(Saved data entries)

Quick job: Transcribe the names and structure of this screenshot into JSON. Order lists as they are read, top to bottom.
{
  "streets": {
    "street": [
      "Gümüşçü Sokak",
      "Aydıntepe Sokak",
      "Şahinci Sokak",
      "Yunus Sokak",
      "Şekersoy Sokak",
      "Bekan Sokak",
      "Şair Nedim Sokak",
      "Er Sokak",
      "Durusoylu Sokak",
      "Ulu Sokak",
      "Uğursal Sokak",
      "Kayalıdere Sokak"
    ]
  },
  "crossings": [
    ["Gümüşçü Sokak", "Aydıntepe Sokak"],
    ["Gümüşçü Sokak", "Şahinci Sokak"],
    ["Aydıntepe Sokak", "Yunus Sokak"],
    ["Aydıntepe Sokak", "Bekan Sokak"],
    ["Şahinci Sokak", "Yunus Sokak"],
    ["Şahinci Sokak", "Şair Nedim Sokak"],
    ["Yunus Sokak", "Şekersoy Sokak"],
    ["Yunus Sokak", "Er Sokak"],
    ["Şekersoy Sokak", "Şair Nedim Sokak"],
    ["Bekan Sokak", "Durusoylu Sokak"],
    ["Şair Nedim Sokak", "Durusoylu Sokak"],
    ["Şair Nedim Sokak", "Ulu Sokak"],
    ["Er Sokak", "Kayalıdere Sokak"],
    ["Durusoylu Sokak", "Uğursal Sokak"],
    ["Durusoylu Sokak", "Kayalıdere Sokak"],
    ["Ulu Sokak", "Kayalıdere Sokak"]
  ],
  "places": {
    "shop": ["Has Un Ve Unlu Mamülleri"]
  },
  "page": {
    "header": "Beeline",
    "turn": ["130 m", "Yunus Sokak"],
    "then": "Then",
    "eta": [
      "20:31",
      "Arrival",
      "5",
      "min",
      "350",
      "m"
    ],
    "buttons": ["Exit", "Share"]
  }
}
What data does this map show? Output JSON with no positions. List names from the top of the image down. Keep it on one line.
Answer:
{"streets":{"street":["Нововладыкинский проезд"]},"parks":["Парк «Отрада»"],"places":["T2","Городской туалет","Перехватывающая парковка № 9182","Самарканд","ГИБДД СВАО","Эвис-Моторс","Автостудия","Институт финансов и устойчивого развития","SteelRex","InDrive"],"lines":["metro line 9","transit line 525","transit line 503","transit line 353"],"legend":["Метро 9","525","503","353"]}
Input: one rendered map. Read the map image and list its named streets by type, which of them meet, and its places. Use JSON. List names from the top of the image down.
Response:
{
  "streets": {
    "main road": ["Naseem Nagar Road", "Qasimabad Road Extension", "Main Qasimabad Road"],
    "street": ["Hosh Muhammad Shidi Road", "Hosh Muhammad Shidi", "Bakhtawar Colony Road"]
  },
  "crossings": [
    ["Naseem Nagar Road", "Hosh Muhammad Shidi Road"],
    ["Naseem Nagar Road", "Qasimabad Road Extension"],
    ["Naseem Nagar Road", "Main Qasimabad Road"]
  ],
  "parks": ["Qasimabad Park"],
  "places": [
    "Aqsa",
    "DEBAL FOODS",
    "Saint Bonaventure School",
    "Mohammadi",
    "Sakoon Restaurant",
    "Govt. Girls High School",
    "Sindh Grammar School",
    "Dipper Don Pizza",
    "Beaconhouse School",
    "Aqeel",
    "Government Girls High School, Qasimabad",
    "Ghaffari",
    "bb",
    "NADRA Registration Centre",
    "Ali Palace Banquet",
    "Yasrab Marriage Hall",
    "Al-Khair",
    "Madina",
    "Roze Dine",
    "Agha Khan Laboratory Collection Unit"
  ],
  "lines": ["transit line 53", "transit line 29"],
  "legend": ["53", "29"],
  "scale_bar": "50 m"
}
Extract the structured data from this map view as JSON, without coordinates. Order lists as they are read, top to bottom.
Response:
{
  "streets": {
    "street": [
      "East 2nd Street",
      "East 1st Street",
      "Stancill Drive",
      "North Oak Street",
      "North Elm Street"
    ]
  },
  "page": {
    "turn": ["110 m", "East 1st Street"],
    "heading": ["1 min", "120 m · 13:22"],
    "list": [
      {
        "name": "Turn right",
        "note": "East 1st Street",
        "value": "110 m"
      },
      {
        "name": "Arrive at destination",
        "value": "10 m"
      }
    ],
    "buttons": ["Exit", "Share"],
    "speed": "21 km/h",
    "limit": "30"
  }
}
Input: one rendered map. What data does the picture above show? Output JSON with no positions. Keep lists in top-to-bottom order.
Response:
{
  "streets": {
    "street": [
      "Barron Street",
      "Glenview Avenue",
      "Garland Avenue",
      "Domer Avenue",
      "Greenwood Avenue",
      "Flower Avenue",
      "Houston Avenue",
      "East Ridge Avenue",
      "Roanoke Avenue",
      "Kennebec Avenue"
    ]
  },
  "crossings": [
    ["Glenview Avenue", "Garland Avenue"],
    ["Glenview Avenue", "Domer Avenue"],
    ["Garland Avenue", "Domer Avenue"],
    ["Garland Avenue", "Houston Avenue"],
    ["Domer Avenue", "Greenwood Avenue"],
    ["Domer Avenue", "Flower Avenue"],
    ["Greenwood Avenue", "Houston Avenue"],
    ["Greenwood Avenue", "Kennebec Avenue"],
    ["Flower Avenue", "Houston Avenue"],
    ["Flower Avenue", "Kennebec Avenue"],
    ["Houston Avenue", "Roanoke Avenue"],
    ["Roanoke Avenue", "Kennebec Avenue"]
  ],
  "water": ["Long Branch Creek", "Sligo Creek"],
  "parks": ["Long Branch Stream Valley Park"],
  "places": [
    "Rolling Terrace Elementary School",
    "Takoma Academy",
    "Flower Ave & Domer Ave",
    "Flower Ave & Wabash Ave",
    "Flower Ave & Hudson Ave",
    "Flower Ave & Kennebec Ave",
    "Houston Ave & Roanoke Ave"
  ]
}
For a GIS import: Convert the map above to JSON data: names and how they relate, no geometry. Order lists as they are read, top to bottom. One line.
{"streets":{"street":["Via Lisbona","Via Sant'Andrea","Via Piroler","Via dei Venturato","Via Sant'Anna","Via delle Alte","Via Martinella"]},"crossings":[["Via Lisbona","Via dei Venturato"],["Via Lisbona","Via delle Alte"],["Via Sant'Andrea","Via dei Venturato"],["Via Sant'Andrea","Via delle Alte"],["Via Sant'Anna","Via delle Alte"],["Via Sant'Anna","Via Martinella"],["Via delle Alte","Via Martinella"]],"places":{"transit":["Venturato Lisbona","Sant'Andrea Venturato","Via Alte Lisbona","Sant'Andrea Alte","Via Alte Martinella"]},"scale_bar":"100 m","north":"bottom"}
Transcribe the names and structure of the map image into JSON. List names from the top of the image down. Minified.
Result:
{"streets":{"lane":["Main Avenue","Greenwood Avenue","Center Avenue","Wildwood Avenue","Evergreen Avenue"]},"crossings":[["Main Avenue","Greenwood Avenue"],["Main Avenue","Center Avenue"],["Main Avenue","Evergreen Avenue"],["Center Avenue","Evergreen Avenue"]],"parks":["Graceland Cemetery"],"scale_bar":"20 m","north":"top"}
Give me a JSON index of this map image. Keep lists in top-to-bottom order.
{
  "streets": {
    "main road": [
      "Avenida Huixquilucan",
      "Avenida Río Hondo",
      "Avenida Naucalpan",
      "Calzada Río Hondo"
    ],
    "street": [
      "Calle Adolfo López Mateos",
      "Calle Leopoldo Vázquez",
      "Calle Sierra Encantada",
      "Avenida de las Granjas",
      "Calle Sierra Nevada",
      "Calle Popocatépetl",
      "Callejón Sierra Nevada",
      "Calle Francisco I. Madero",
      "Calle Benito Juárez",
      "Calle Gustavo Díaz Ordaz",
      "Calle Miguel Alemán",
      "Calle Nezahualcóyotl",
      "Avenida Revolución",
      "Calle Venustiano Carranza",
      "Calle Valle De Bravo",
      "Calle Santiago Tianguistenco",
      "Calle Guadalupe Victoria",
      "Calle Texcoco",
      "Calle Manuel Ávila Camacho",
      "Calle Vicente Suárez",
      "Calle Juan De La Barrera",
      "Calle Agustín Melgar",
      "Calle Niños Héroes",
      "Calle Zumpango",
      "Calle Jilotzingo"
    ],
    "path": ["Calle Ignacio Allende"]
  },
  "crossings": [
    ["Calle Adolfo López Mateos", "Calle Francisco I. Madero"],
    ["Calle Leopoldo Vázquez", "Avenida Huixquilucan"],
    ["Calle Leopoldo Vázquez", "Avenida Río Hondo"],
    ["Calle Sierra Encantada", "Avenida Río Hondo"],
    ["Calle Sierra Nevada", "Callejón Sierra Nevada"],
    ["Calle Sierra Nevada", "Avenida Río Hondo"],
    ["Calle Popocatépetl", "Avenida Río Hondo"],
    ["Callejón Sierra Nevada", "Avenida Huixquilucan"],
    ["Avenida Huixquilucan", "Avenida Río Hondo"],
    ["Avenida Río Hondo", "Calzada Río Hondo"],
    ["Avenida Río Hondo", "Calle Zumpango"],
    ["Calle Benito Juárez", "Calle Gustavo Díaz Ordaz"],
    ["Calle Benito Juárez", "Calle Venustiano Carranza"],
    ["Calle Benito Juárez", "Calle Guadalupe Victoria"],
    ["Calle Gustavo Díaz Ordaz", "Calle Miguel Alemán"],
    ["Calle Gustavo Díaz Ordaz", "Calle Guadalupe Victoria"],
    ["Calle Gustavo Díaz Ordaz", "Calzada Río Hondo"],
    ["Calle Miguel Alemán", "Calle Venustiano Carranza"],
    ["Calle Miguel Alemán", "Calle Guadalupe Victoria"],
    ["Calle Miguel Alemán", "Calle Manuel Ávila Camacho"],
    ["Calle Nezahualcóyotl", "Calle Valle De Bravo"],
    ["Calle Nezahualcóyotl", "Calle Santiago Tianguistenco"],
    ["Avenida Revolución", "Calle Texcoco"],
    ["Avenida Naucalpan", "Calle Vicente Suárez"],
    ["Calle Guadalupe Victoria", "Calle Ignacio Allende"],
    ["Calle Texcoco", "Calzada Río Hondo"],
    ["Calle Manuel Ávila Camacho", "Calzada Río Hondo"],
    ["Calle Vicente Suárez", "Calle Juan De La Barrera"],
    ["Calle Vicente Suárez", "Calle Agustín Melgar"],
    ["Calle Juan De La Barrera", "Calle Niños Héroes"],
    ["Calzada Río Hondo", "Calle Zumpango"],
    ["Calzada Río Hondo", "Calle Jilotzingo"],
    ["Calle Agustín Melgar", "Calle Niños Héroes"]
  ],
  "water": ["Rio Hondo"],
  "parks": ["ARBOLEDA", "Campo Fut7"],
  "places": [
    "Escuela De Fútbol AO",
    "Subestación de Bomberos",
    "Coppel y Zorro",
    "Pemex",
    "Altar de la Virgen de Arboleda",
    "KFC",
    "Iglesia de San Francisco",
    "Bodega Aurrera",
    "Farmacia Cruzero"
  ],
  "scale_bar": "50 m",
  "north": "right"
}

## Task to complete
Take from the entries every line that has the string "Hosh".

## Task output
    "street": ["Hosh Muhammad Shidi Road", "Hosh Muhammad Shidi", "Bakhtawar Colony Road"]
    ["Naseem Nagar Road", "Hosh Muhammad Shidi Road"],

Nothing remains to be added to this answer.